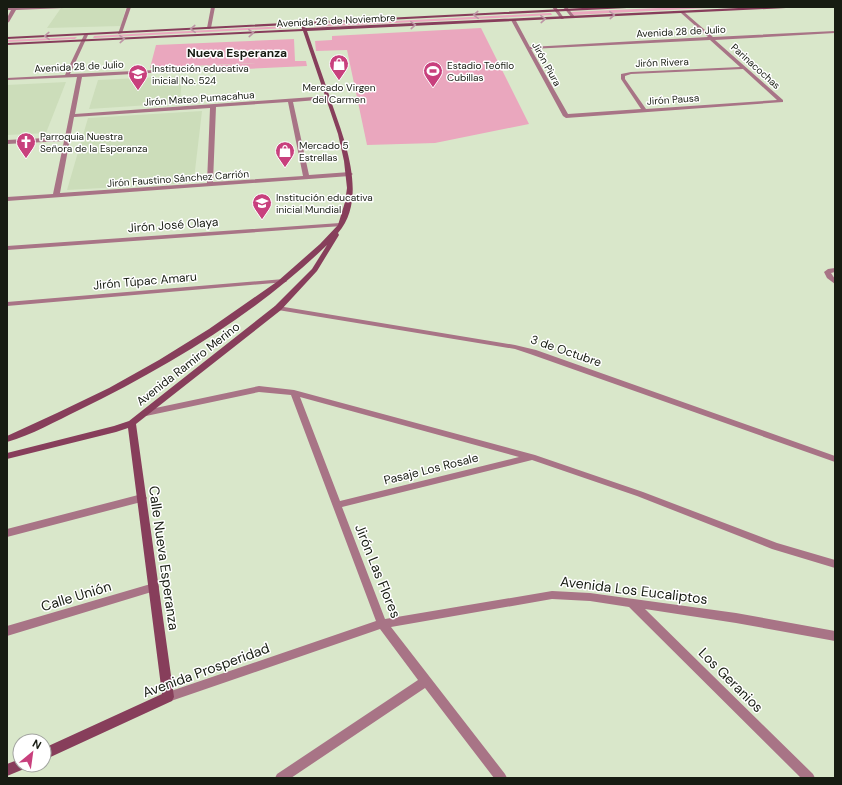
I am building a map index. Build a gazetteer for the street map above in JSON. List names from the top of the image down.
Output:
{
  "streets": {
    "main road": [
      "Avenida 26 de Noviembre",
      "Avenida Ramiro Merino",
      "Calle Nueva Esperanza",
      "Avenida Prosperidad"
    ],
    "street": [
      "Avenida 28 de Julio",
      "Jirón Rivera",
      "Jirón Piura",
      "Parinacochas",
      "Jirón Mateo Pumacahua",
      "Jirón Pausa",
      "Jirón Faustino Sánchez Carrión",
      "Jirón José Olaya",
      "Jirón Túpac Amaru",
      "3 de Octubre",
      "Pasaje Los Rosale",
      "Jirón Las Flores",
      "Avenida Los Eucaliptos",
      "Calle Unión",
      "Los Geranios"
    ]
  },
  "crossings": [
    ["Avenida 26 de Noviembre", "Jirón Piura"],
    ["Avenida 26 de Noviembre", "Parinacochas"],
    ["Avenida 26 de Noviembre", "Avenida Ramiro Merino"],
    ["Avenida 28 de Julio", "Jirón Piura"],
    ["Avenida 28 de Julio", "Parinacochas"],
    ["Jirón Rivera", "Parinacochas"],
    ["Jirón Rivera", "Jirón Pausa"],
    ["Jirón Piura", "Jirón Pausa"],
    ["Parinacochas", "Jirón Pausa"],
    ["Jirón Mateo Pumacahua", "Avenida Ramiro Merino"],
    ["Jirón Faustino Sánchez Carrión", "Avenida Ramiro Merino"],
    ["Jirón José Olaya", "Avenida Ramiro Merino"],
    ["Jirón Túpac Amaru", "Avenida Ramiro Merino"],
    ["3 de Octubre", "Avenida Ramiro Merino"],
    ["Avenida Ramiro Merino", "Calle Nueva Esperanza"],
    ["Pasaje Los Rosale", "Jirón Las Flores"],
    ["Calle Nueva Esperanza", "Calle Unión"],
    ["Calle Nueva Esperanza", "Avenida Prosperidad"],
    ["Jirón Las Flores", "Avenida Los Eucaliptos"],
    ["Jirón Las Flores", "Avenida Prosperidad"],
    ["Avenida Los Eucaliptos", "Avenida Prosperidad"],
    ["Avenida Los Eucaliptos", "Los Geranios"]
  ],
  "districts": ["Nueva Esperanza"],
  "places": {
    "shop": ["Mercado Virgen del Carmen", "Mercado 5 Estrellas"],
    "sports": ["Estadio Teófilo Cubillas"],
    "school or university": ["Institución educativa inicial No. 524", "Institución educativa inicial Mundial"],
    "church": ["Parroquia Nuestra Señora de la Esperanza"]
  },
  "north": "top right"
}
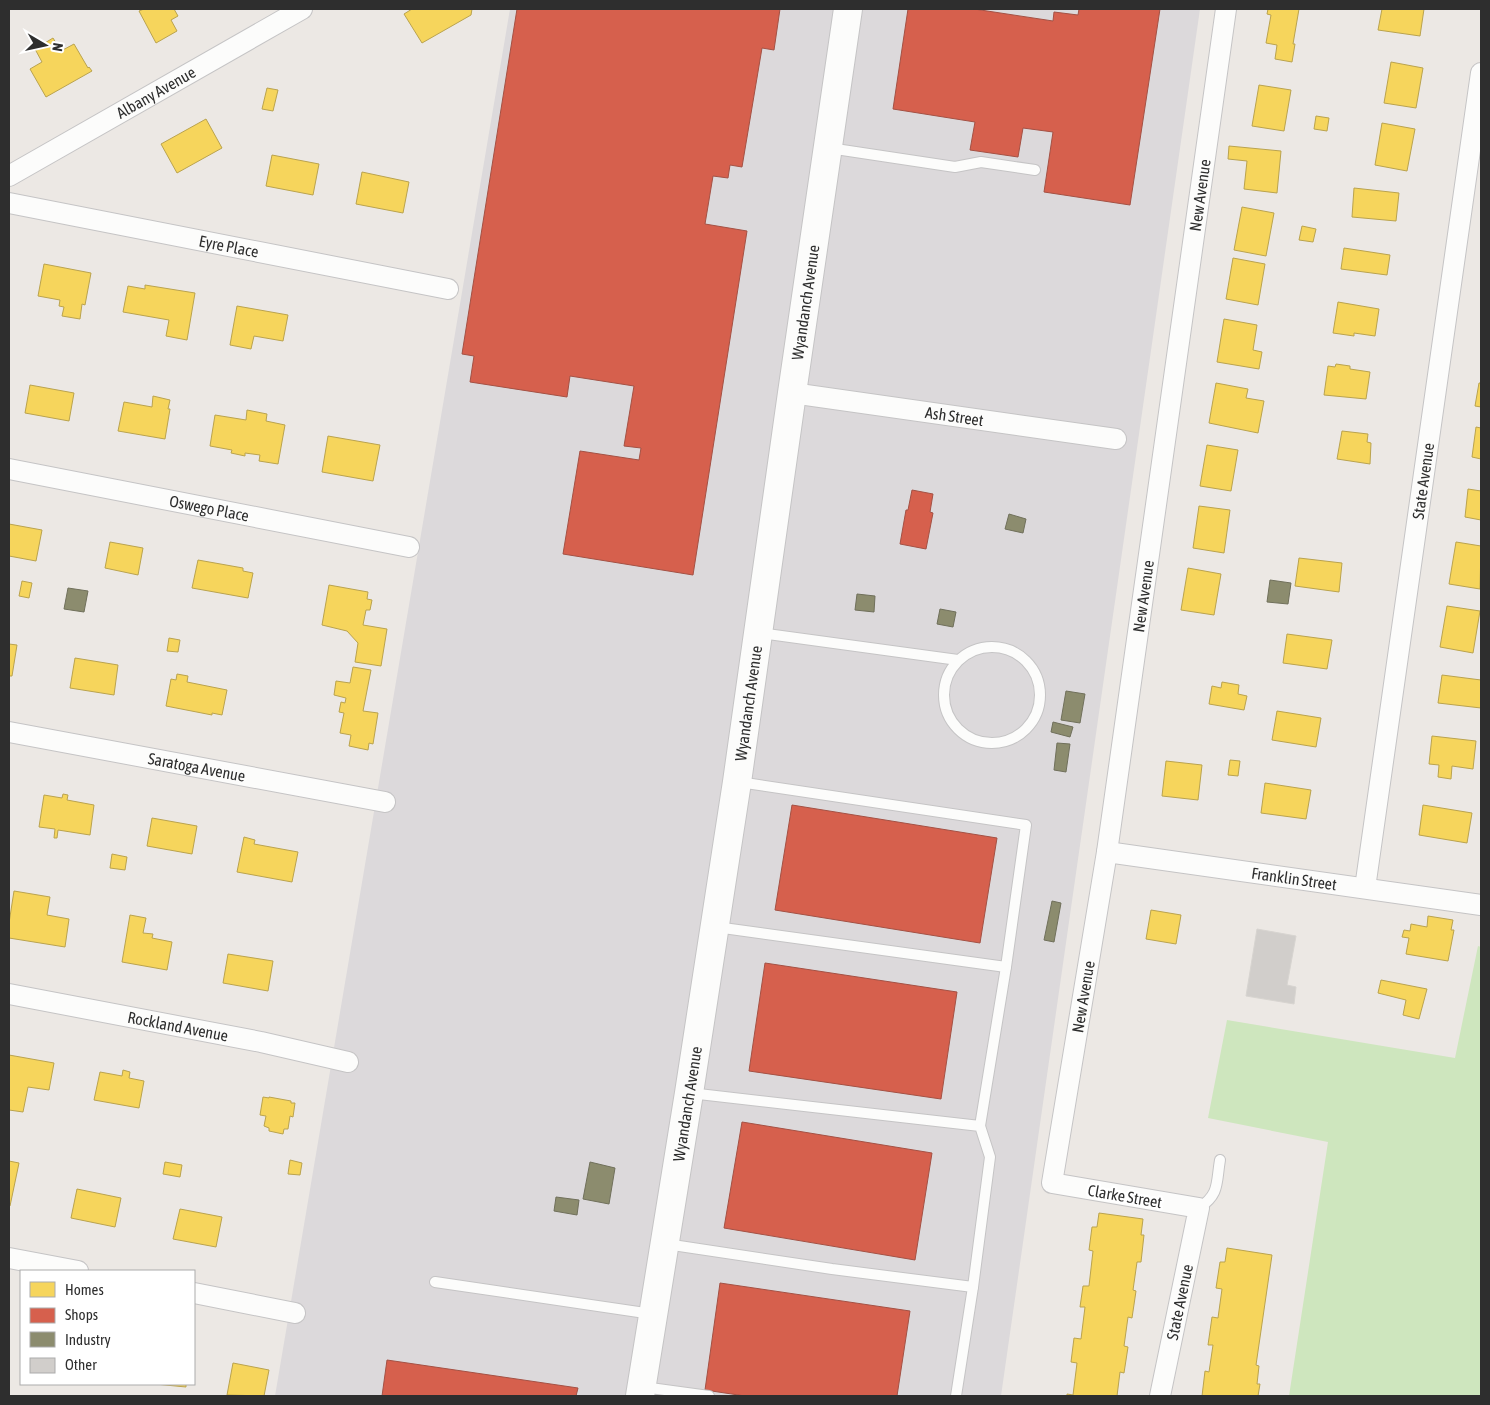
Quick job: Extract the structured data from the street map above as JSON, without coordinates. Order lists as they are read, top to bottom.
{
  "streets": {
    "street": [
      "Albany Avenue",
      "New Avenue",
      "Eyre Place",
      "Wyandanch Avenue",
      "Ash Street",
      "State Avenue",
      "Oswego Place",
      "Saratoga Avenue",
      "Franklin Street",
      "Rockland Avenue",
      "Clarke Street"
    ]
  },
  "crossings": [
    ["New Avenue", "Franklin Street"],
    ["New Avenue", "Clarke Street"],
    ["Wyandanch Avenue", "Ash Street"],
    ["State Avenue", "Franklin Street"],
    ["State Avenue", "Clarke Street"]
  ],
  "legend": [
    "Homes",
    "Shops",
    "Industry",
    "Other"
  ],
  "north": "right"
}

→ **REQUIRED WORK**:
Nothing but a number is expected: how many lines in the data above hold the word "Ramiro".

→ **YOUR RESPONSE**:
8